My book claims that it is necessary to do this by casework and gives an answer 425 with the following consideration: $$\textrm{Number of ways}= \binom{5}{2}\binom{6}{4}+\binom{5}{3}\binom{6}{3}+\binom{5}{4}\binom{6}{2}=425 $$
And I understand that well enough.
I came up with the following way. There are $\binom{5}{2}$ ways to choose the minimum 2 balls from red and $\binom{6}{2}$ ways to choose the minimum 2 white balls.
Finally from the remaining 7 balls we pick two balls to finish of. $$\textrm{Number of Ways}=\binom{5}{2}\binom{6}{2}\binom{7}{2}=21\cdot 15\cdot 10=3150$$
I have a feeling that I'm grossly overcounting and that there are arrangements where I say, select 2 red balls before and 2 after which is the same as another in which I choose the latter 2 before.
Is there a way to salvage this and/or another approach that is more elegant than casework?
3red/3white are counted $3\times 3=9$ times as in your question & the comment. In detail: number the balls $R_1$ to $R_5$ and $W_1$ to $W_6$. Each of the following 9 cases are counted differently in your calculation when they should really be counted once:
$$\{R_1, R_2\}, R_3; \{W_1, W_2\}, W_3\\ \{R_1, R_2\}, R_3; \{W_1, W_3\}, W_2\\ \{R_1, R_2\}, R_3; \{W_2, W_3\}, W_1\\ \{R_1, R_3\}, R_2; \{W_1, W_2\}, W_3\\ \{R_1, R_3\}, R_2; \{W_1, W_3\}, W_2\\ \{R_1, R_3\}, R_2; \{W_2, W_3\}, W_1\\ \{R_2, R_3\}, R_1; \{W_1, W_2\}, W_3\\ \{R_2, R_3\}, R_1; \{W_1, W_3\}, W_2\\ \{R_2, R_3\}, R_1; \{W_2, W_3\}, W_1$$
There's nothing special about $R_1,R_2,R_3,W_1,W_2,W_3$ here; same holds for all pairs of 3red/3white.
4red/2white and 2red/4white are each counted $\binom{4}{2}=6$ times in your count (there's $\binom{4}{2}$ different ways to split $\{R_1, R_2, R_3, R_4\}$ into 2 sets of 2: the set of 2 picked before & the set of 2 picked after).
I can't really see any way other than to separate these two cases, which leads to a solution probably less elegant than the casework, but it's maybe good to see how you get to the same answer.

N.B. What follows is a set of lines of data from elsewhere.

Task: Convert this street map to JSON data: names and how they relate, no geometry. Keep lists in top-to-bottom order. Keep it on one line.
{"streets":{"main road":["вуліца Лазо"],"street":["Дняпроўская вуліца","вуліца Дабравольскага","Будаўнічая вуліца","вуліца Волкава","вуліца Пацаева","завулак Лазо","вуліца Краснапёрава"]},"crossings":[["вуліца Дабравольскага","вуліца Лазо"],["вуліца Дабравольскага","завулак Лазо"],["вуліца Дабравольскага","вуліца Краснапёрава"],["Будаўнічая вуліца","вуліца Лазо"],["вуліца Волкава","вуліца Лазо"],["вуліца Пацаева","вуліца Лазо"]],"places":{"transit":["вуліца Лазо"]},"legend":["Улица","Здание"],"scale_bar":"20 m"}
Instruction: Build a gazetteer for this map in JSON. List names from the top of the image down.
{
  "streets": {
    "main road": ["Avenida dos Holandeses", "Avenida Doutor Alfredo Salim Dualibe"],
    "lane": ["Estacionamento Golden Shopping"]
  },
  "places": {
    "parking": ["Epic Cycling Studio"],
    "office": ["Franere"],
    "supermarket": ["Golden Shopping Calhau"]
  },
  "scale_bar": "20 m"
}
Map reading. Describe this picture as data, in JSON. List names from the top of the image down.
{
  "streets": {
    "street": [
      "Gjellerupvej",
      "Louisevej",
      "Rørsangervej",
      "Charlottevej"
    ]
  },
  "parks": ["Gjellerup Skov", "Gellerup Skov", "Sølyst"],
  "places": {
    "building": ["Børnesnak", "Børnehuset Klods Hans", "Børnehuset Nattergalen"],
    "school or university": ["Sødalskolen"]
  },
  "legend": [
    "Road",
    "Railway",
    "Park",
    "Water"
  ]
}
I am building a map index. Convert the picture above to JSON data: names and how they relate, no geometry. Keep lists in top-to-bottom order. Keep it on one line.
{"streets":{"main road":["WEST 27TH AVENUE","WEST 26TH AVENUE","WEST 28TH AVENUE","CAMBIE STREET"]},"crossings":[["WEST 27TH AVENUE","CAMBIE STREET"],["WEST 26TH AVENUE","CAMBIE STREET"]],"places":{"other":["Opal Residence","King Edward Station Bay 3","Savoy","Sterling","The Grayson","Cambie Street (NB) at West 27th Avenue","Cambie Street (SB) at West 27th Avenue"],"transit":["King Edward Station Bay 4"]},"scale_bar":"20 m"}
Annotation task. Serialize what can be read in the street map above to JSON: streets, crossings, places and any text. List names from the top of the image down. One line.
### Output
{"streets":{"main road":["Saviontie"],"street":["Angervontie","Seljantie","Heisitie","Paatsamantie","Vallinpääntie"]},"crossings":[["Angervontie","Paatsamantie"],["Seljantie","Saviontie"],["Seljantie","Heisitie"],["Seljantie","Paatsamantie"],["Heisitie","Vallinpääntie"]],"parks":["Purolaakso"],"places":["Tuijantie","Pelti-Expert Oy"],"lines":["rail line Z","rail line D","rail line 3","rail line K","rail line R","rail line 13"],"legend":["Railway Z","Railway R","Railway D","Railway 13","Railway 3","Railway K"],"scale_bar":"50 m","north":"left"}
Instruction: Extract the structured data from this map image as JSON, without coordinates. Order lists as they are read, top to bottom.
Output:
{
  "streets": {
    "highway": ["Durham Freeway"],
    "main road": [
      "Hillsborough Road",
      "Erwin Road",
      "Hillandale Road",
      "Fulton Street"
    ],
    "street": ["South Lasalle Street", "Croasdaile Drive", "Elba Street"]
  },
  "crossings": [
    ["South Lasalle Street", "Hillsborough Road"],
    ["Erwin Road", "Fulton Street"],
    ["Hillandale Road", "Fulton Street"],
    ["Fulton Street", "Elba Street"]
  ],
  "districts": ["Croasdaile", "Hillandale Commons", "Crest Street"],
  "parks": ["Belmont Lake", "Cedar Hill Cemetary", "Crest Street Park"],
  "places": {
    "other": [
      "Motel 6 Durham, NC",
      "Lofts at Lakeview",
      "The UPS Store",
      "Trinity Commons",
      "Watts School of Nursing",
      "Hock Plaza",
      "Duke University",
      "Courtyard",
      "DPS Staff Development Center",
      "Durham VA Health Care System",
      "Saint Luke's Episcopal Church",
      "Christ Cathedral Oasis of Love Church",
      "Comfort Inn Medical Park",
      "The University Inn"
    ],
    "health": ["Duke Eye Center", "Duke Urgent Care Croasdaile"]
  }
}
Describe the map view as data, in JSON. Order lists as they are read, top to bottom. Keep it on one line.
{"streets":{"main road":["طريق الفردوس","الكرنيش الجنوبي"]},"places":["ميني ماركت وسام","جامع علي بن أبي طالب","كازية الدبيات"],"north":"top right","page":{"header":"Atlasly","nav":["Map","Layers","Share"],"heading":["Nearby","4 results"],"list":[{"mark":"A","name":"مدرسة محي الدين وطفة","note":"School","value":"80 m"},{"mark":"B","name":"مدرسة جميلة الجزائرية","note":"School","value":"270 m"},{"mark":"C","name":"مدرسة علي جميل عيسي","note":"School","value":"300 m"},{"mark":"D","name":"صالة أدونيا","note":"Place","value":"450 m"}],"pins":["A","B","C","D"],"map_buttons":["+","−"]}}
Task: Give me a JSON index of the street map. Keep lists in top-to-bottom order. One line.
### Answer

There's $\binom{5}{3} \binom{6}{3} = 200$ ways to pick 3/3.
So using the correcting-for-overcounting approach we get that the total # ways to pick 3r/3w OR 4r/2w, 2r/4w is
$$200 + \frac{3150-200\times 9}{6} = 200 + 225 = 425.$$
Can't think of some other more elegant solution.